Altro che mafia, altro che misteri.
Solo una storia di amicizia, secondo Berlusconi.
Ma è un’altra la storia che racconta la sentenza della Corte di Cassazione che nel marzo scorso ha condannato definitivamente Dell’Utri per le sue frequentazioni mafiose fra il 1973 e il 1978.
Per i giudici della suprema corte non ci sono più dubbi sulle «cospicue somme» che negli anni Settanta Berlusconi pagò alla mafia, attraverso il «mediatore» Dell’Utri, «per la sua sicurezza e quella dei suoi familiari».
Erano gli anni dei sequestri a Milano.
È stata dunque la Cassazione, prima ancora della Procura di Palermo, a parlare di un’estorsione subita da Berlusconi.
Scrivono i giudici: «Dei versamenti di somme da parte di Berlusconi in favore di Cosa nostra, per la protezione, hanno parlato almeno quattro collaboratori: Francesco Di Carlo, Antonino Galliano, Salvatore Cucuzza e Francesco Scrima».
E il primo ha anche raccontato di un incontro in particolare organizzato nel 1974 da
Dell’Utri, fra all’allora giovane imprenditore Berlusconi e il capomafia palermitano Stefano Bontate.
Anche questo è un capitolo già  certificato dalla Cassazione. E se Dell’Utri non è ancora finito in carcere per concorso esterno in associazione mafiosa è solo perchè i giudici della Cassazione hanno disposto un nuovo processo d’appello, per approfondire le sue frequentazioni mafiose fra il 1978 e il 1982.

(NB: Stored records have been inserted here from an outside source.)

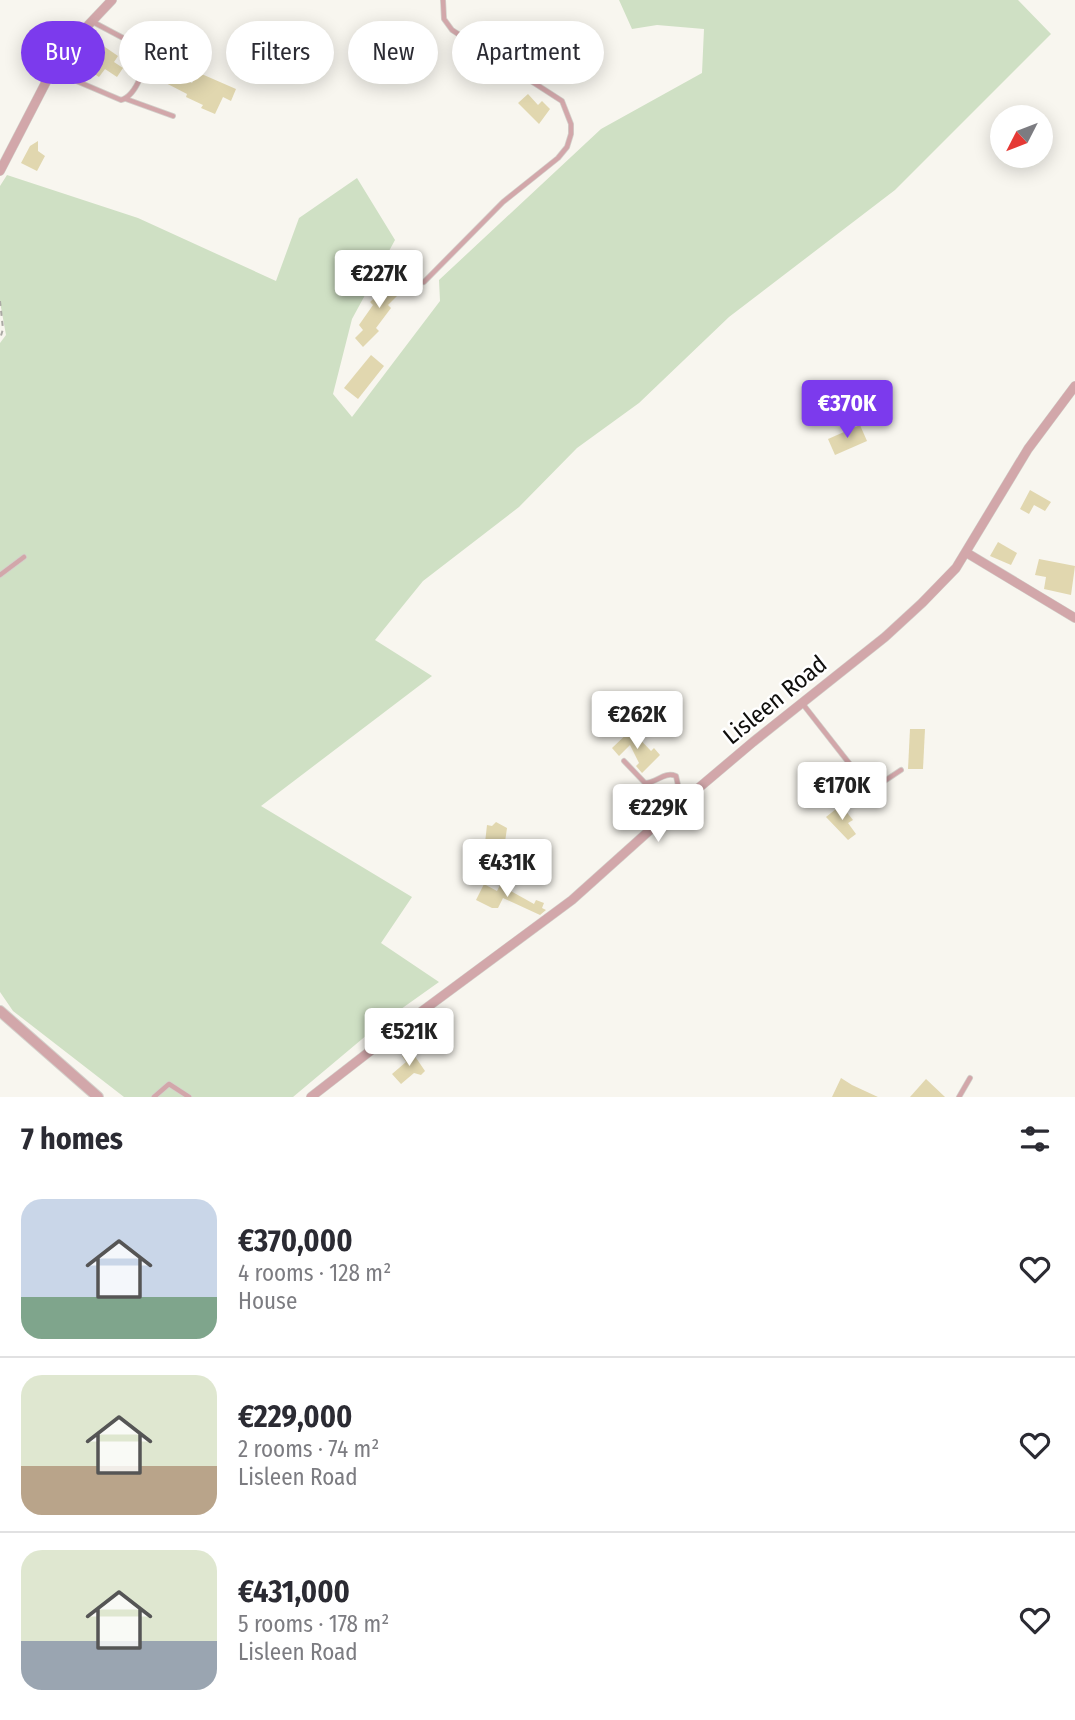 <!DOCTYPE html>
<html lang="en">
<head>
<meta charset="utf-8">
<style>
  body { margin:0; font-family:"Fira Sans Condensed",sans-serif; background:#f7f7f7; color:#2b2b33; height:100vh; display:flex; flex-direction:column; font-size:26px; white-space:nowrap }
  * { box-sizing:border-box; margin:0 }
  p { font-size:23px; color:#7c7c81 }
  .icon { flex:none; width:38px; height:38px; fill:none; stroke:currentColor; stroke-width:2; stroke-linecap:round; stroke-linejoin:round }
  .map { position:relative; height:1097px; overflow:hidden }
  .sheet { display:flex; flex-direction:column; background:#fff; flex:1 }
  .sheet>* { flex:none }
  .banner { position:absolute; left:21px; top:21px; width:700px; height:63px; display:flex; gap:14px }
  .needle { width:46px; rotate:228deg }
  .buttons { position:absolute; left:990px; top:105px; display:grid; gap:14px }
  .buttons a { display:grid; place-items:center; width:63px; height:63px; border-radius:50%; background:#fff; box-shadow:0 4px 18px #0003; font-size:35px }
  .price { position:absolute; translate:-50% -60px; padding:0 16px; border-radius:7px; background:#fff; color:#222; font-size:23px; line-height:46px; filter:drop-shadow(0 2px 4px #0008) }
  .price::after { content:''; position:absolute; left:50%; top:42px; width:21px; height:16px; margin-left:-10px; background:inherit; clip-path:polygon(0 0,100% 0,50% 100%) }
  .price.selected { background:#7c3aed; color:#fff }
  ul { padding:0; list-style:none }
  li { display:flex; align-items:center; gap:21px; height:175px; padding:0 21px }
  li+li { border-top:2px solid #e1e1e2 }
  li span { display:grid; place-items:center; flex:none; width:196px; height:140px; border-radius:21px; color:#555 }
  li>.icon { margin-inline-start:auto }
  span .icon { width:84px; height:84px; fill:#fffc; stroke-width:1 }
  li b { font-size:30px }
  h2 { display:flex; justify-content:space-between; align-items:center; height:84px; padding:0 21px; font-size:30px }
  .chip { padding:0 24px; border-radius:32px; background:#fff; box-shadow:0 4px 18px #0003; font-size:24px; line-height:63px }
  .chip.selected { background:#7c3aed; color:#fff }
  .map>svg:first-child { display:block }
</style>
</head>
<body>
<div class="map">
<svg width="1075" height="1097" viewBox="0 0 1075 1097">
  <rect width="100%" height="100%" fill="#f8f6ef"/>
  <polygon fill="#cfe0c4" points="619,0 1018,0 1051,34 895,190 729,317 639,403 577,448 519,507 423,581 375,640 432,676 261,806 412,897 381,943 439,982 380,1024 293,1097 124,1097 13,1011 0,992 0,343 6,335 0,302 0,186 7,175 138,218 276,281 299,218 357,178 395,240 352,319 333,394 352,417 440,301 439,280 601,129 702,73 704,29 657,25 632,29"/>
  <g fill="#e1d7af">
    <polygon points="102,45 118,56 114,62 123,68 117,77 105,69 99,77 87,69"/>
    <polygon points="164,69 192,83 197,72 236,89 231,101 223,97 215,114 201,108 203,105 186,97 187,94 158,79"/>
    <polygon points="528,94 538,105 542,101 550,109 539,124 518,103"/>
    <polygon points="38,141 38,151 45,156 37,171 21,163 30,146"/>
    <polygon points="392,275 405,288 388,305 391,308 376,328 379,331 363,347 355,338 363,330 359,325 373,305 370,302 380,293 377,291"/>
    <polygon points="371,355 384,366 358,399 344,388"/>
    <polygon points="860,425 867,441 835,455 828,439"/>
    <polygon points="1030,490 1051,502 1045,511 1034,505 1029,514 1020,509"/>
    <polygon points="998,542 1017,553 1011,565 990,556"/>
    <polygon points="1039,559 1075,566 1071,595 1044,589 1046,577 1035,575"/>
    <polygon points="910,729 925,729 923,769 908,769"/>
    <polygon points="631,730 651,751 654,748 660,755 642,773 636,766 639,763 630,745 619,756 612,748"/>
    <polygon points="841,805 853,820 848,823 856,834 848,840 826,817"/>
    <polygon points="496,822 507,828 502,863 483,861 487,825 492,826"/>
    <polygon points="484,884 497,891 500,885 534,904 536,900 544,903 542,908 546,910 540,915 503,898 498,908 492,908 476,900"/>
    <polygon points="410,1049 425,1071 421,1075 414,1073 401,1084 392,1074 406,1062 402,1056"/>
    <polygon points="841,1078 852,1085 878,1097 832,1097"/>
    <polygon points="926,1079 945,1097 910,1097"/>
  </g>
  <g fill="none" stroke-linecap="round" stroke-linejoin="round">
    <g stroke="#d3d1cb" stroke-width="6">
      <g id="service">
        <path d="M53 71 121 100C136 96 149 63 144 49L93 22"/>
        <polyline points="126,99 173,116"/>
        <polyline points="424,282 503,202 558,158 567,147 571,134 571,124 562,101 452,30 444,19 443,0"/>
        <polyline points="0,575 24,557"/>
        <polyline points="802,703 856,772 867,780 883,782 901,770"/>
        <path d="M624 761 645 783C657 783 664 771 676 776L678 785 670 800 674 808"/>
        <polyline points="844,801 864,778"/>
        <polyline points="154,1097 169,1084 189,1097"/>
        <polyline points="959,1097 970,1078"/>
      </g>
    </g>
    <g stroke="#d3d1cb" stroke-width="10">
      <g id="minor">
        <polyline points="0,171 60,55 112,0"/>
        <polyline points="967,553 1075,618"/>
        <polyline points="311,1097 410,1020 572,900 669,813 753,742 885,637 922,603 956,568 1028,449 1075,386"/>
      </g>
    </g>
    <g stroke="#d3d1cb" stroke-width="12">
      <polyline id="tertiary" points="0,1011 98,1097"/>
    </g>
    <polyline stroke="#aba9a4" stroke-width="2" stroke-dasharray="5 5" stroke-linecap="butt" points="0,301 3,329 0,339"/>
    <use href="#service" stroke="#d2a7aa" stroke-width="4.5"/>
    <use href="#minor" stroke="#d2a7aa" stroke-width="9"/>
    <use href="#tertiary" stroke="#d2a7aa" stroke-width="10"/>
  </g>
  <g text-anchor="middle" dominant-baseline="central" stroke-width="5" stroke-linejoin="round" paint-order="stroke">
    <g font-size="24" fill="#0f0e0c" stroke="#fff">
      <text transform="translate(775 700) rotate(-39)">Lisleen Road</text>
    </g>
  </g>
</svg>
<div class="buttons">
<a><svg class="needle" viewBox="-14 -14 28 28"><path d="M0-13l5 13h-10z" fill="#e53935"/><path d="M0 13l5-13h-10z" fill="#7c7c81"/></svg></a>
</div>
<b class="price" style="left:379px;top:310px">€227K</b>
<b class="price selected" style="left:847px;top:440px">€370K</b>
<b class="price" style="left:637px;top:751px">€262K</b>
<b class="price" style="left:842px;top:822px">€170K</b>
<b class="price" style="left:658px;top:844px">€229K</b>
<b class="price" style="left:507px;top:899px">€431K</b>
<b class="price" style="left:409px;top:1068px">€521K</b>
<div class="banner">
<a class="chip selected">Buy</a>
<a class="chip">Rent</a>
<a class="chip">Filters</a>
<a class="chip">New</a>
<a class="chip">Apartment</a>
</div>
</div>
<section class="sheet">
<h2>7 homes<svg class="icon" aria-label="filters" viewBox="0 0 24 24"><path d="M4 7h16M4 17h16"/><circle cx="9" cy="7" r="2"/><circle cx="15" cy="17" r="2"/></svg></h2>
<ul>
<li><span style="background:linear-gradient(#c9d6e8 70%,#7fa58c 0)"><svg class="icon" aria-label="home" viewBox="0 0 24 24"><path d="M3 11l9-7 9 7M6 9v11h12V9"/></svg></span><div><b>€370,000</b><p>4 rooms · 128 m²</p><p>House</p></div><svg class="icon" aria-label="heart" viewBox="0 0 24 24"><path d="M12 20l-8-8c-3-5 5-10 8-4 3-6 11-1 8 4z"/></svg></li>
<li><span style="background:linear-gradient(#dfe7d0 65%,#b9a48a 0)"><svg class="icon" aria-label="home" viewBox="0 0 24 24"><path d="M3 11l9-7 9 7M6 9v11h12V9"/></svg></span><div><b>€229,000</b><p>2 rooms · 74 m²</p><p>Lisleen Road</p></div><svg class="icon" aria-label="heart" viewBox="0 0 24 24"><path d="M12 20l-8-8c-3-5 5-10 8-4 3-6 11-1 8 4z"/></svg></li>
<li><span style="background:linear-gradient(#dfe7d0 65%,#9aa5b1 0)"><svg class="icon" aria-label="home" viewBox="0 0 24 24"><path d="M3 11l9-7 9 7M6 9v11h12V9"/></svg></span><div><b>€431,000</b><p>5 rooms · 178 m²</p><p>Lisleen Road</p></div><svg class="icon" aria-label="heart" viewBox="0 0 24 24"><path d="M12 20l-8-8c-3-5 5-10 8-4 3-6 11-1 8 4z"/></svg></li>
</ul>
</section>
</body>
</html>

Berlusconi, naturalmente, ha continuato a difendere a spada tratta il suo vecchio amico di università , intanto diventato compagno di tante altre imprese, da Publitalia a Forza Italia.
Ma la storia dei due inseparabili amici continua ad essere oggetto di indagini giudiziarie a Palermo.
Questa volta, di scena, non ci sono più gli anni Ottanta, ma i recenti anni Novanta, quando Berlusconi ricoprì la carica di presidente del Consiglio.
E Dell’Utri è adesso il principale indagato per il processo sulla trattativa mafia-Stato, perchè nel 1994 avrebbe recapitato un altro messaggio dei boss a Berlusconi:
Cosa nostra minacciava nuove stragi se non fosse arrivato un ulteriore alleggerimento del carcere duro.
Questo ha detto il pentito Giovanni Brusca.
E i pm di Palermo si chiedono adesso se quei milioni di euro offerti in dono da Berlusconi siano stati davvero solo per Dell’Utri.